▶ Task item
Give every line of the records exactly, please, from the first up to and including the one containing "height:9px; margin:-4.5px; padding:0".

BEGIN

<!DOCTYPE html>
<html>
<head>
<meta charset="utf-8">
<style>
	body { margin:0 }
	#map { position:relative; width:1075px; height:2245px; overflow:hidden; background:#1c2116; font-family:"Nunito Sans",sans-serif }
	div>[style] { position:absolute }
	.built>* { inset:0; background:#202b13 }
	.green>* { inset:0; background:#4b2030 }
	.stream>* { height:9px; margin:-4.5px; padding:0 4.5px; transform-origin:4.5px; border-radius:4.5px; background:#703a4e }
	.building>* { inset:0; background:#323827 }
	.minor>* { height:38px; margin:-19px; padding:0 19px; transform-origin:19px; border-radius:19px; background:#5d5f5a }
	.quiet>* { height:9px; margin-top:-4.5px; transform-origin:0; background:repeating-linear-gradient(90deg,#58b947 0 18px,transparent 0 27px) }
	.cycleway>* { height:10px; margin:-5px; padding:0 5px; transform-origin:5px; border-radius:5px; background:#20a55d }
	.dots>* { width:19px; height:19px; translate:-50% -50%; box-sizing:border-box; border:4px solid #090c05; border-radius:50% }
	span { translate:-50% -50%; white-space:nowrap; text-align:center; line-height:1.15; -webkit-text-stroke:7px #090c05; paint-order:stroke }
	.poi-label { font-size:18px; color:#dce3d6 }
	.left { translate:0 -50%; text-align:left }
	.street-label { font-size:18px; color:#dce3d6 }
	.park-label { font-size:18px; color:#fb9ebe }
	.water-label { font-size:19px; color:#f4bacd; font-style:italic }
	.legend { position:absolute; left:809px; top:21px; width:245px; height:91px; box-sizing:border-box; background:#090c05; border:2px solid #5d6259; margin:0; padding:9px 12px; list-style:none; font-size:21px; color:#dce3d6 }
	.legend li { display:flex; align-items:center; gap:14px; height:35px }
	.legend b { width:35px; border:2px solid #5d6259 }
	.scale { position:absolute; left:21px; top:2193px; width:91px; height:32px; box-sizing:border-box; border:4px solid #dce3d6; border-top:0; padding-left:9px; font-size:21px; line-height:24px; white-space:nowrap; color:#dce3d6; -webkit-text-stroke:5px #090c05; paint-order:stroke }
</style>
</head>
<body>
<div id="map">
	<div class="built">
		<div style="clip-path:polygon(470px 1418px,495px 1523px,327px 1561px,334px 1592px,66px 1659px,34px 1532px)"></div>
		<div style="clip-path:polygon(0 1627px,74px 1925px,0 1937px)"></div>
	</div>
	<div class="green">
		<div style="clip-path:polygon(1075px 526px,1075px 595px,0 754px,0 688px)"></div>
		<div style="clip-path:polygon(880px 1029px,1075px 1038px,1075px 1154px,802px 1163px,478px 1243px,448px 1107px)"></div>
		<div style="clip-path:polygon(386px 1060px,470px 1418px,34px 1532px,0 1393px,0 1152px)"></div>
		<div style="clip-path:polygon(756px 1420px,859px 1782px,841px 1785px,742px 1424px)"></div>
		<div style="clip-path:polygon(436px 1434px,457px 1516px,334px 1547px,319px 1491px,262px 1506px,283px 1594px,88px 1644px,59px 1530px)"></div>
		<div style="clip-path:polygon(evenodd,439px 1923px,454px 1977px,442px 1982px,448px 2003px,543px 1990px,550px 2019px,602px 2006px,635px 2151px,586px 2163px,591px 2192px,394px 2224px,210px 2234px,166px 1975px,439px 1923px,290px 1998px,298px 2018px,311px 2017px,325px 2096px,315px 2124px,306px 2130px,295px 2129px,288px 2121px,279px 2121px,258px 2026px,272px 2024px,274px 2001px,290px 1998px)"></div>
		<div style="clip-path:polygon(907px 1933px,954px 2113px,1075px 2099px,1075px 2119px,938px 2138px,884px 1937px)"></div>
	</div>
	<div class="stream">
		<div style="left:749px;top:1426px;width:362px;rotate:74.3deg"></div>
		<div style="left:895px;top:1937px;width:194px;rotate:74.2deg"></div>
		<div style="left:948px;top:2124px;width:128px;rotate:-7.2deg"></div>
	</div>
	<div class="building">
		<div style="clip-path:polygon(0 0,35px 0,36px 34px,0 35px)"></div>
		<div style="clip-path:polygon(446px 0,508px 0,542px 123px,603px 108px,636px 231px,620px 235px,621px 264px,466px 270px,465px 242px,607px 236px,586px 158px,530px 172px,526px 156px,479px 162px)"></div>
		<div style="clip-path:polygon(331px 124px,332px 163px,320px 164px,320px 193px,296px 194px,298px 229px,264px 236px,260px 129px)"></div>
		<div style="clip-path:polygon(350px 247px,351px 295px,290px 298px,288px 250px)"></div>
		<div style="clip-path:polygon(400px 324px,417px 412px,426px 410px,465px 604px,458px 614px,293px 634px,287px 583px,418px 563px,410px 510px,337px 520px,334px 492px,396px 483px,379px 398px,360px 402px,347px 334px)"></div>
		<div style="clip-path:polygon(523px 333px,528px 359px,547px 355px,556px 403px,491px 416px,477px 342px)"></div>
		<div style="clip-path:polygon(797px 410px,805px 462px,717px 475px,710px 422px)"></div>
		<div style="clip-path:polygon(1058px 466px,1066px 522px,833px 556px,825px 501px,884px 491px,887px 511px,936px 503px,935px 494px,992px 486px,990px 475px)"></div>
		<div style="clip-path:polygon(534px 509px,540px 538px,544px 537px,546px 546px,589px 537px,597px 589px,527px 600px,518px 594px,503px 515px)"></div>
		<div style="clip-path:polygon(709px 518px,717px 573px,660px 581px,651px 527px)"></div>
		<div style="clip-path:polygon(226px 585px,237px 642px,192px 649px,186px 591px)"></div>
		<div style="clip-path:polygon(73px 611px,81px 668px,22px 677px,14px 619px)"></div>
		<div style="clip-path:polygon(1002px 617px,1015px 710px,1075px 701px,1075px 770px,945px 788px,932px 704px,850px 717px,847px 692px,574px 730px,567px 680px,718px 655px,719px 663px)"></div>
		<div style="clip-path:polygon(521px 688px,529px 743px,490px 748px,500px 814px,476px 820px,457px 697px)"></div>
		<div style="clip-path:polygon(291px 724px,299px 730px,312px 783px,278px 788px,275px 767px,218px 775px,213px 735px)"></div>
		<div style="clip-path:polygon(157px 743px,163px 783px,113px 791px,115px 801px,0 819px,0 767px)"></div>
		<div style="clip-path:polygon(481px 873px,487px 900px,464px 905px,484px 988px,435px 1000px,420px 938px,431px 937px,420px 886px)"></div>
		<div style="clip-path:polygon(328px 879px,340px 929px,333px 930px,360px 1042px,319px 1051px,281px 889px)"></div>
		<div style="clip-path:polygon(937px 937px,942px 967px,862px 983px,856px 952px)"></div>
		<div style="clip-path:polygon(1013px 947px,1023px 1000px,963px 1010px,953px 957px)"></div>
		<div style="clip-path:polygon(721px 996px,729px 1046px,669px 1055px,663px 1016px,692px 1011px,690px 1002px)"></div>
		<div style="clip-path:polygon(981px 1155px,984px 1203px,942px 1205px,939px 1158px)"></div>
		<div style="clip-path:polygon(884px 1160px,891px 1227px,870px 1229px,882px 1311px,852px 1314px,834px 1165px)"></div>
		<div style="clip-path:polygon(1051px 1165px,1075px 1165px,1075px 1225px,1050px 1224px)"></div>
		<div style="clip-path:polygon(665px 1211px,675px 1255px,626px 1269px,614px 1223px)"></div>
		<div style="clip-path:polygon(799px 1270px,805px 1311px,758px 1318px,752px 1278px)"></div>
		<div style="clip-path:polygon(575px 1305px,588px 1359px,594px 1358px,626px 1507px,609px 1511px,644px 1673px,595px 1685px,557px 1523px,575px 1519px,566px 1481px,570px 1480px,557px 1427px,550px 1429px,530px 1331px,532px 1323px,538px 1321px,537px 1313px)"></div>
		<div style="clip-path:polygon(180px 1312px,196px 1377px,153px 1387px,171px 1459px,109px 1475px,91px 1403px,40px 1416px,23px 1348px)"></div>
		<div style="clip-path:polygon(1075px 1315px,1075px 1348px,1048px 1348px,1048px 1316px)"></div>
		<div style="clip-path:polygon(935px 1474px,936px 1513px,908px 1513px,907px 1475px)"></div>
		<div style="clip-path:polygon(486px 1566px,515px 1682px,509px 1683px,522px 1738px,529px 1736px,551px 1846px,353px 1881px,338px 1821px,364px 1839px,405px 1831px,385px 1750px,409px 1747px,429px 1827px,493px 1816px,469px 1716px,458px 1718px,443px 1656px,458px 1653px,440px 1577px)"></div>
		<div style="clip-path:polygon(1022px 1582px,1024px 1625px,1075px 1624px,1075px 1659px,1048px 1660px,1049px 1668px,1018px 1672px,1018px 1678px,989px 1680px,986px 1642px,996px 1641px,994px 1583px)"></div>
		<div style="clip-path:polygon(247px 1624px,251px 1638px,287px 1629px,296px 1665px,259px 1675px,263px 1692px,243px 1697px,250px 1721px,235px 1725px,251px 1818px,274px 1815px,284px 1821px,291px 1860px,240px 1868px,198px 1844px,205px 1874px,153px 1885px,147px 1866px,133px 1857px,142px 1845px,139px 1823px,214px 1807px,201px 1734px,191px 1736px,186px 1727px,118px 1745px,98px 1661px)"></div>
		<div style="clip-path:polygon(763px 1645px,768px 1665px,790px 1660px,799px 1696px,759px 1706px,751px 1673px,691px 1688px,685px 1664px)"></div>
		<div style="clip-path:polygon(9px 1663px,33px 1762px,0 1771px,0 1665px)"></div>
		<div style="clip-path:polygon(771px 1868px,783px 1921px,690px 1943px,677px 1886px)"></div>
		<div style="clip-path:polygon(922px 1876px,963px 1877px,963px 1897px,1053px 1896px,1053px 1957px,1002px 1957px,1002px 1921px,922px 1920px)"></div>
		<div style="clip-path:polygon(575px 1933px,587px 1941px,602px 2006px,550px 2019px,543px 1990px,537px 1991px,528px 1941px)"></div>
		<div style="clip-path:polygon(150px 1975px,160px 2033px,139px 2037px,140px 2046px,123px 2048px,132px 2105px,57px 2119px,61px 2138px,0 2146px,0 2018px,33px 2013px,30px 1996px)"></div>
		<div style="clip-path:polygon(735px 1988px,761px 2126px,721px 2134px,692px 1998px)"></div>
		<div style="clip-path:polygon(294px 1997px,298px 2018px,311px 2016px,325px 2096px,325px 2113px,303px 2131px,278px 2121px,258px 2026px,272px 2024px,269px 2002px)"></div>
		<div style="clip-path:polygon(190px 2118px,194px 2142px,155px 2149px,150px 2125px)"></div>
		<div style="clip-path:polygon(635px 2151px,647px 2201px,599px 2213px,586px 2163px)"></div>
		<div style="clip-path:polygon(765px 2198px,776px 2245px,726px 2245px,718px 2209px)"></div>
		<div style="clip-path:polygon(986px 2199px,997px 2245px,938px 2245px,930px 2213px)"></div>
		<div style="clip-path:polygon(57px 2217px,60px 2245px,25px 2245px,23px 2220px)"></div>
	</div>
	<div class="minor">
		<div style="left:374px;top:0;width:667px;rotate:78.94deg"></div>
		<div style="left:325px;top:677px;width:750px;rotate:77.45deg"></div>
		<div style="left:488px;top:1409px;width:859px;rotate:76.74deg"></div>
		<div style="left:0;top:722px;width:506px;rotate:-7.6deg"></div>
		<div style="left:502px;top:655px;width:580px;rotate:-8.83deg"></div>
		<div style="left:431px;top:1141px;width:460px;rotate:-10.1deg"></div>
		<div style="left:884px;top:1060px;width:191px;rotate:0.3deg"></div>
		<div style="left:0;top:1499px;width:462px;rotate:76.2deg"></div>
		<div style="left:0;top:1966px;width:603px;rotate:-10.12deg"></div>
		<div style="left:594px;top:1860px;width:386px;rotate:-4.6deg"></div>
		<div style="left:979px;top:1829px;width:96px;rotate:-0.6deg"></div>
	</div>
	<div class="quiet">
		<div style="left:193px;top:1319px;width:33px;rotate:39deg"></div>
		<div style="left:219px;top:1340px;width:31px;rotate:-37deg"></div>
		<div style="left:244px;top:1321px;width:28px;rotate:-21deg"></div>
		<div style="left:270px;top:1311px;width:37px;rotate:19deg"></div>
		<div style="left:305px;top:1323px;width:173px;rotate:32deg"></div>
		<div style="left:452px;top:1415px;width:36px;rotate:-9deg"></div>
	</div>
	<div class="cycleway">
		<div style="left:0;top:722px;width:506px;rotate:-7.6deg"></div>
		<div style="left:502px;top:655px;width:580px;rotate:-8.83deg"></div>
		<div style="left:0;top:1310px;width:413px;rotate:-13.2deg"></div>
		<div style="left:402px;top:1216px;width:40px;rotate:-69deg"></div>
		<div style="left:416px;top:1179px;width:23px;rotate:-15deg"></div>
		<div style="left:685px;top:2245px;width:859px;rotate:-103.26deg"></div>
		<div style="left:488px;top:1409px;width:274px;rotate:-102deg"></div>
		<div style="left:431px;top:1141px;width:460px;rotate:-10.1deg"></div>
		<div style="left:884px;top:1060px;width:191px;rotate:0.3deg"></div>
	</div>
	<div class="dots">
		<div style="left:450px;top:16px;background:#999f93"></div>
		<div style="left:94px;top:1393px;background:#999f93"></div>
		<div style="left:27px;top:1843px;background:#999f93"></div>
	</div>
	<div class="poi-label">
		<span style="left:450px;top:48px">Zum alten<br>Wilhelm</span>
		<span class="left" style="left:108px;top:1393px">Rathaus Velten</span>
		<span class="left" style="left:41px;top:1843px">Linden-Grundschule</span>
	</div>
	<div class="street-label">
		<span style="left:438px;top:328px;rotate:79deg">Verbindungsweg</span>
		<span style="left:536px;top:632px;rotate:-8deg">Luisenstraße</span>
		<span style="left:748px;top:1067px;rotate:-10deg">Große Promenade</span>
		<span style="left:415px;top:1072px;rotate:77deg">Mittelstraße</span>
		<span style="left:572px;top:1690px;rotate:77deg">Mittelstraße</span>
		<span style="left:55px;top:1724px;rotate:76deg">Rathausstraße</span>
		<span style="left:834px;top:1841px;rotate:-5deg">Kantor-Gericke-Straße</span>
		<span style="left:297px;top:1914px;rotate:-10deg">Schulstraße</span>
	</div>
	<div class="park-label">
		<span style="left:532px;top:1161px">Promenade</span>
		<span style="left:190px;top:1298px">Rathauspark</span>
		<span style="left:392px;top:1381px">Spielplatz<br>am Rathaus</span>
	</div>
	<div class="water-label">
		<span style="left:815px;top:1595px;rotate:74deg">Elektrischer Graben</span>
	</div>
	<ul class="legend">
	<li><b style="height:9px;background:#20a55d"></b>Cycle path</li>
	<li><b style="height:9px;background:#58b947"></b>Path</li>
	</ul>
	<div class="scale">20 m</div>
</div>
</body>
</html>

END

▶ Task output
<!DOCTYPE html>
<html>
<head>
<meta charset="utf-8">
<style>
	body { margin:0 }
	#map { position:relative; width:1075px; height:2245px; overflow:hidden; background:#1c2116; font-family:"Nunito Sans",sans-serif }
	div>[style] { position:absolute }
	.built>* { inset:0; background:#202b13 }
	.green>* { inset:0; background:#4b2030 }
	.stream>* { height:9px; margin:-4.5px; padding:0 4.5px; transform-origin:4.5px; border-radius:4.5px; background:#703a4e }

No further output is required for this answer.